*** Opening of TASK INPUTS ***

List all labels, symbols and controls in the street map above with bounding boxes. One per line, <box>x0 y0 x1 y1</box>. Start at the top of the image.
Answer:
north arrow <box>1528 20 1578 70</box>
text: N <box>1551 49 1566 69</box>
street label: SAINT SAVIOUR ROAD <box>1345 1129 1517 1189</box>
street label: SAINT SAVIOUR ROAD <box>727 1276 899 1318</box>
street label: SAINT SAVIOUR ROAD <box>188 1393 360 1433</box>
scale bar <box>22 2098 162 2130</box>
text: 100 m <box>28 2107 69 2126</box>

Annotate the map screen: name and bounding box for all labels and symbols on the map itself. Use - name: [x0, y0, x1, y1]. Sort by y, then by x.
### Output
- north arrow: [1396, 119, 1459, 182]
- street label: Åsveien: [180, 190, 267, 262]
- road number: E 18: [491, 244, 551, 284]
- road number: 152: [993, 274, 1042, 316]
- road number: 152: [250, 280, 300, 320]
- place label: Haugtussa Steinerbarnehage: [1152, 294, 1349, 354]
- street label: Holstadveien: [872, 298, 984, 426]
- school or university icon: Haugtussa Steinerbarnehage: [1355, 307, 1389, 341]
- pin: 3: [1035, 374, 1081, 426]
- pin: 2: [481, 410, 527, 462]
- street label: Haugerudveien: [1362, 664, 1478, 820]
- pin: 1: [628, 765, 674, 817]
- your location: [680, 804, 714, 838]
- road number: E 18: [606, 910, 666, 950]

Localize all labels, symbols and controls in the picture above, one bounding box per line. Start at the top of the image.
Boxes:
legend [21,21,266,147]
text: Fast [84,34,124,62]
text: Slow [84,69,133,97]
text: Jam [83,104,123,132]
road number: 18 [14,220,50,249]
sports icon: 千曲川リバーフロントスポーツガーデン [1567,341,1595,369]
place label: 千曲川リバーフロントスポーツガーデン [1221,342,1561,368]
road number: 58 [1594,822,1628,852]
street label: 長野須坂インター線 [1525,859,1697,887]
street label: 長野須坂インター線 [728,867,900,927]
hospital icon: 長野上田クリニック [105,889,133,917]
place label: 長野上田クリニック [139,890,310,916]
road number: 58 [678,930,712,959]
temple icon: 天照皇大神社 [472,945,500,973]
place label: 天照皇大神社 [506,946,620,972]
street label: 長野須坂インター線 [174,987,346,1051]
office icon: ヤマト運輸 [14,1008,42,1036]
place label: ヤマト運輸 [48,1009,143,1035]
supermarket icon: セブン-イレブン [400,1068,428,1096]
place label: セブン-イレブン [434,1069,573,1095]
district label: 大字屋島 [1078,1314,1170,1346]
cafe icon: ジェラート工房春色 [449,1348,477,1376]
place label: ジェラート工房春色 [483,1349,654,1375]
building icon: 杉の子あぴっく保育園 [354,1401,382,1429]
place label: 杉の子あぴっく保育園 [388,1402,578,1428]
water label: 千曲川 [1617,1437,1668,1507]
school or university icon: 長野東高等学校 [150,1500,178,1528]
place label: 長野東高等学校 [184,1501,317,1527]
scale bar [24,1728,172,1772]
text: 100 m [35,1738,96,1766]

*** Close of TASK INPUTS ***

◆ PROBLEM TO SOLVE ◆
In the listing above, which lines include the string "bounding"? Return every one of them.

◆ FINAL ANSWER ◆
List all labels, symbols and controls in the street map above with bounding boxes. One per line, <box>x0 y0 x1 y1</box>. Start at the top of the image.
Annotate the map screen: name and bounding box for all labels and symbols on the map itself. Use - name: [x0, y0, x1, y1]. Sort by y, then by x.
Localize all labels, symbols and controls in the picture above, one bounding box per line. Start at the top of the image.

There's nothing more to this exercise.